If the general sky-is-falling perspective on our ever-changing times makes you a little crazy (as it does for me), or if you are just a fan of the bicycle and all of its iterations, I highly recommend checking this out.

Comedians in Cars... by Erin Wade

For most of the past decade we've been a streaming family. This started with a Netflix subscription, where we cancelled the cable subscription and relied upon the DVD's that came in from Netflix for our video entertainment. As technology has evolved over time it's grown to include streaming video services like Netflix, Hulu, HBO Now, or Crackle.

Crackle? Yes. It's right there in your Apple TV Menu.

Crackle is the home for Sony Video offerings, both old and new. If you want to see Barney Miller, you go to Crackle.

It's also where you go to see Jerry Seinfeld doing Comedians in Cars Getting Coffee. And this is delightful. Jerry picks up a Comedian in - that's right - a car, to go get coffee.

There's a period of brief focus on the car itself - be it a Ferrari, a Country Squire, or an ancient two-stroke Saab - all selected based upon it's likely relationship to the comic in question. The rest of the show focuses upon the comic his or her-self, and the questions Jerry Seinfeld can think of. Guests include Robert Klein, Sarah Jessica Parker, and Howard Stern, among many, many others.

It's delightful - check it out!

2016 Chevrolet Volt by Erin Wade

As anyone who comes by this spot with any type of regularity will already know, transportation issues - whether it be roads, cars, bikes, trains, etc - fascinate me.
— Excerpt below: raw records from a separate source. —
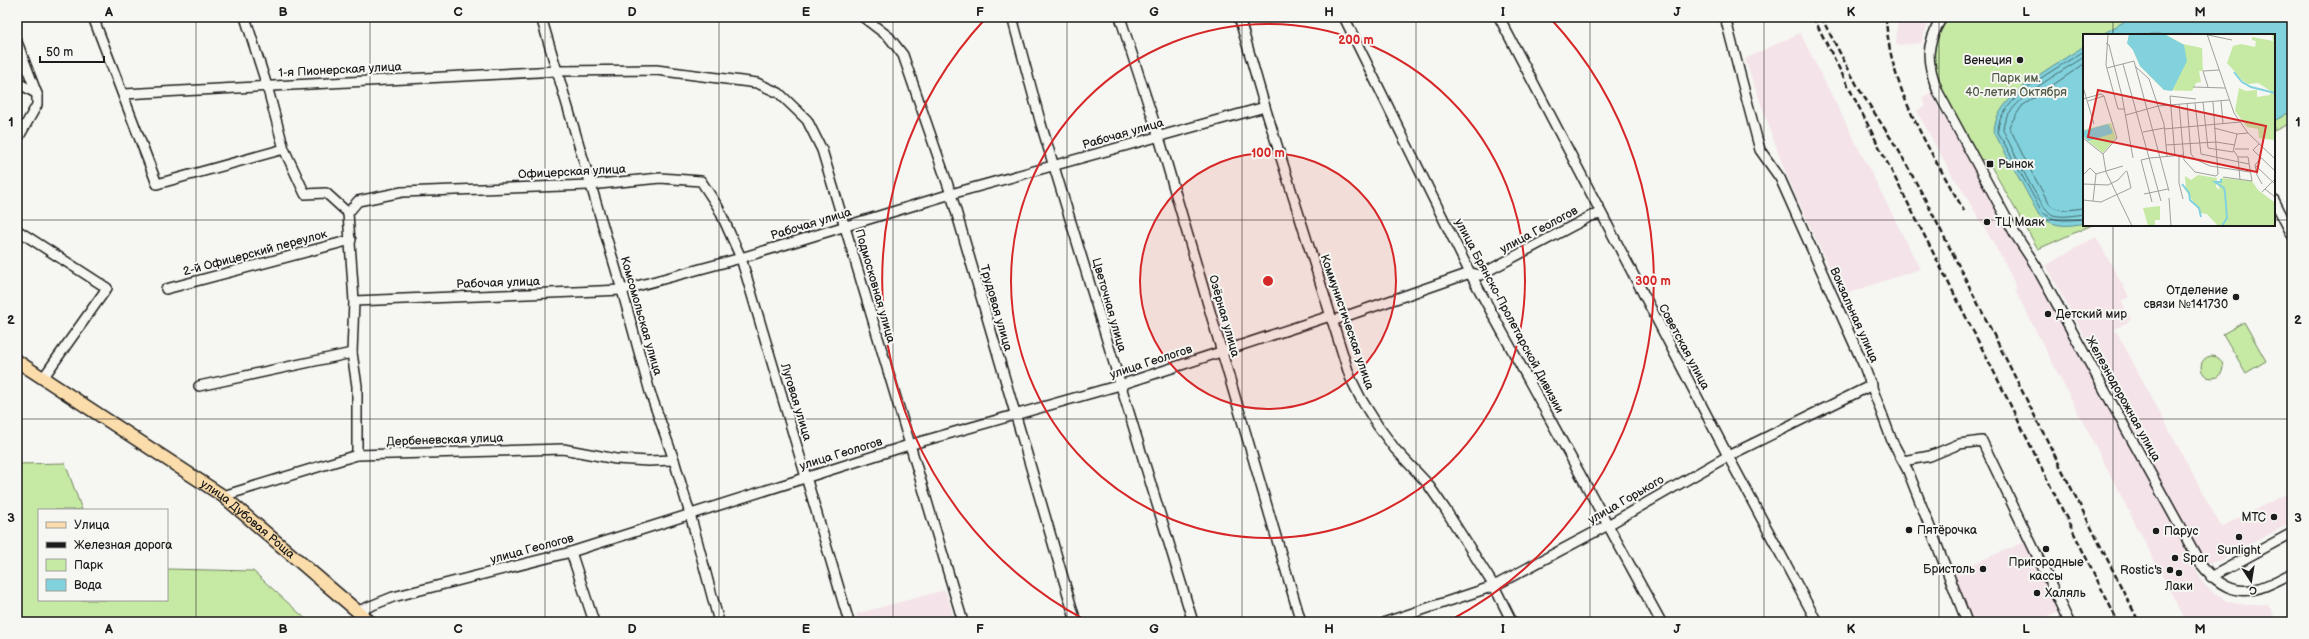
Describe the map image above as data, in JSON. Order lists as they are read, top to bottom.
{
  "streets": {
    "main road": ["улица Дубовая Роща"],
    "street": [
      "1-я Пионерская улица",
      "Рабочая улица",
      "Офицерская улица",
      "улица Геологов",
      "2-й Офицерский переулок",
      "Подмосковная улица",
      "Цветочная улица",
      "Трудовая улица",
      "Вокзальная улица",
      "Комсомольская улица",
      "Озёрная улица",
      "улица Брянско-Пролетарской Дивизии",
      "Коммунистическая улица",
      "Советская улица",
      "Железнодорожная улица",
      "Луговая улица",
      "Дербеневская улица",
      "улица Горького"
    ]
  },
  "crossings": [
    ["1-я Пионерская улица", "Подмосковная улица"],
    ["1-я Пионерская улица", "Комсомольская улица"],
    ["Рабочая улица", "Офицерская улица"],
    ["Рабочая улица", "Подмосковная улица"],
    ["Рабочая улица", "Цветочная улица"],
    ["Рабочая улица", "Трудовая улица"],
    ["Рабочая улица", "Комсомольская улица"],
    ["Рабочая улица", "Озёрная улица"],
    ["Рабочая улица", "Коммунистическая улица"],
    ["Рабочая улица", "Луговая улица"],
    ["Офицерская улица", "Комсомольская улица"],
    ["Офицерская улица", "Луговая улица"],
    ["улица Геологов", "Подмосковная улица"],
    ["улица Геологов", "Цветочная улица"],
    ["улица Геологов", "Трудовая улица"],
    ["улица Геологов", "Комсомольская улица"],
    ["улица Геологов", "Озёрная улица"],
    ["улица Геологов", "улица Брянско-Пролетарской Дивизии"],
    ["улица Геологов", "Коммунистическая улица"],
    ["улица Геологов", "Советская улица"],
    ["улица Геологов", "Луговая улица"],
    ["улица Геологов", "улица Дубовая Роща"],
    ["Подмосковная улица", "Комсомольская улица"],
    ["Вокзальная улица", "улица Горького"],
    ["Комсомольская улица", "Дербеневская улица"],
    ["улица Брянско-Пролетарской Дивизии", "улица Горького"],
    ["Коммунистическая улица", "улица Горького"],
    ["Советская улица", "улица Горького"],
    ["Дербеневская улица", "улица Дубовая Роща"]
  ],
  "parks": ["Парк им. 40-летия Октября"],
  "places": {
    "other": [
      "Венеция",
      "ТЦ Маяк",
      "Отделение связи №141730",
      "Детский мир",
      "МТС",
      "Пятёрочка",
      "Парус",
      "Sunlight",
      "Пригородные кассы",
      "Spar",
      "Бристоль",
      "Rostic's",
      "Лаки",
      "Халяль"
    ],
    "transit": ["Рынок"]
  },
  "legend": [
    "Улица",
    "Железная дорога",
    "Парк",
    "Вода"
  ],
  "scale_bar": "50 m",
  "north": "bottom",
  "grid": {
    "columns": [
      "A",
      "B",
      "C",
      "D",
      "E",
      "F",
      "G",
      "H",
      "I",
      "J",
      "K",
      "L",
      "M"
    ],
    "rows": ["1", "2", "3"]
  },
  "rings": ["200 m", "100 m", "300 m"]
}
In part this is because I believe that our approaches to transportation have a significant impact on the lives we lead; and, in part, it's because I'm a person who lives in a rural area and must travel considerable distances both for work and personal activities.

To the latter end, automobile efficiency has a significant impact on my life, and I've often tried to select my cars accordingly. When the original Chevrolet Volt came out back in 2011 I spent some time trying to understand how to figure out whether it would be a good choice for me. This turned out to be more complicated than I thought it would be:

The Chevy Volt has a problem.

Confusion.

This past February I had the good fortune to attend the Chicago Auto Show with the inimitable Ted E. Dunphy. We go to the auto show every year or two, but this year I was particularly interested in seeing and having the opportunity to ride in the Chevy Volt. The ride was fun - around a short track inside McCormick Place, the cars running entirely on electricity.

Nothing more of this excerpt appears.